We present AircraftVerse, a publicly available aerial vehicle design dataset. AircraftVerse contains 27,714 diverse battery powered aircraft designs that have been evaluated using state-of-the-art physics models that characterize performance metrics such as maximum flight distance and hover-time.

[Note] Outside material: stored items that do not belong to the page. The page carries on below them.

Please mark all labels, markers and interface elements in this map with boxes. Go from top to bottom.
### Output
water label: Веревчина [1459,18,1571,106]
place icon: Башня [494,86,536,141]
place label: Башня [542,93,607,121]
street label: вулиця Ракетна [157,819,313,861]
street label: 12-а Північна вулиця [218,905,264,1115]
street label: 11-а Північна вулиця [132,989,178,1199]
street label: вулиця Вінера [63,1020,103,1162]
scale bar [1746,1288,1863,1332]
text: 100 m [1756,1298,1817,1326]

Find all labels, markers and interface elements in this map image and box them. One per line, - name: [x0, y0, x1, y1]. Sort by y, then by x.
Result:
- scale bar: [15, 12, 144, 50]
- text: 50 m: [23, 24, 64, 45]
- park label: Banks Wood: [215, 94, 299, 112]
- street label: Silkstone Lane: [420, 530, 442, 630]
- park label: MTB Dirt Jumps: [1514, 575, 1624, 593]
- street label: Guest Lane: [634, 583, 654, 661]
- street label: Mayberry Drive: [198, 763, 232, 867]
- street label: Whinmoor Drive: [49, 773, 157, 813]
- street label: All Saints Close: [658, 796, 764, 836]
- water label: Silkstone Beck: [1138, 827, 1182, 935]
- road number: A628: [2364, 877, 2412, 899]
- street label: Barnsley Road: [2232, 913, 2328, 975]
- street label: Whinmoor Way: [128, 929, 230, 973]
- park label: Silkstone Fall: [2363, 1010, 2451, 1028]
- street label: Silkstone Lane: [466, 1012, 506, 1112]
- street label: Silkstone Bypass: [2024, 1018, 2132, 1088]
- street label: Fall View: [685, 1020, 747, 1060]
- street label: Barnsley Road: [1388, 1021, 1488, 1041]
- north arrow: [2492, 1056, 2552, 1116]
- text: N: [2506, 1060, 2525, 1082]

Paper: https://arxiv.org/abs/2306.05562

Dataset: http://doi.org/10.5281/zenodo.6525446

Repository Structure

The repository is structured as follows:

  • notebooks contains:
    • DataDemo.ipynb: This notebook demonstrates how to read the raw data in the dataset.
    • DataSetPlot.ipynb: This notebook contains the summary plots of the full data set.
    • ModelBenchmark.ipynb: This notebook contains the benchmark experiments for the sequence data. To run this notebook you may need to build the data set according to the encoding of Cobb et al. 2022 (https://arxiv.org/pdf/2211.08138.pdf). This code is provided in build_transformer_data.py.
  • data contains:
  • code contains:
    • build_transformer_data.py: Apply this file to the folder structure as in the zip file available on http://doi.org/10.5281/zenodo.6525446 to build the dataset as we did in the paper.
    • ssm.py: File containing torch models and related helper functions.
    • util.py: Some useful plotting functions for the notebooks.
  • prob_gen contains:
    • Probabilistic generator for aircraft designs
    • sequence-to-tree parser for designs

How to set up the dataset

Download the Data

  1. Go to https://zenodo.org/record/6525446 and download the three zip files: AircraftVerse_1.zip, AircraftVerse_2.zip, and AircraftVerse_3.zip.
  2. Unzip the folders such that the contents are all in the same folder, e.g. called ./AircraftVerse/data_full. There should now be 27,714 design folders in data_full.

Viewing a single design

To look at the different files associated with a single design, we have provided a notebook ./AircraftVerse/notebooks/DataDemo.ipynb.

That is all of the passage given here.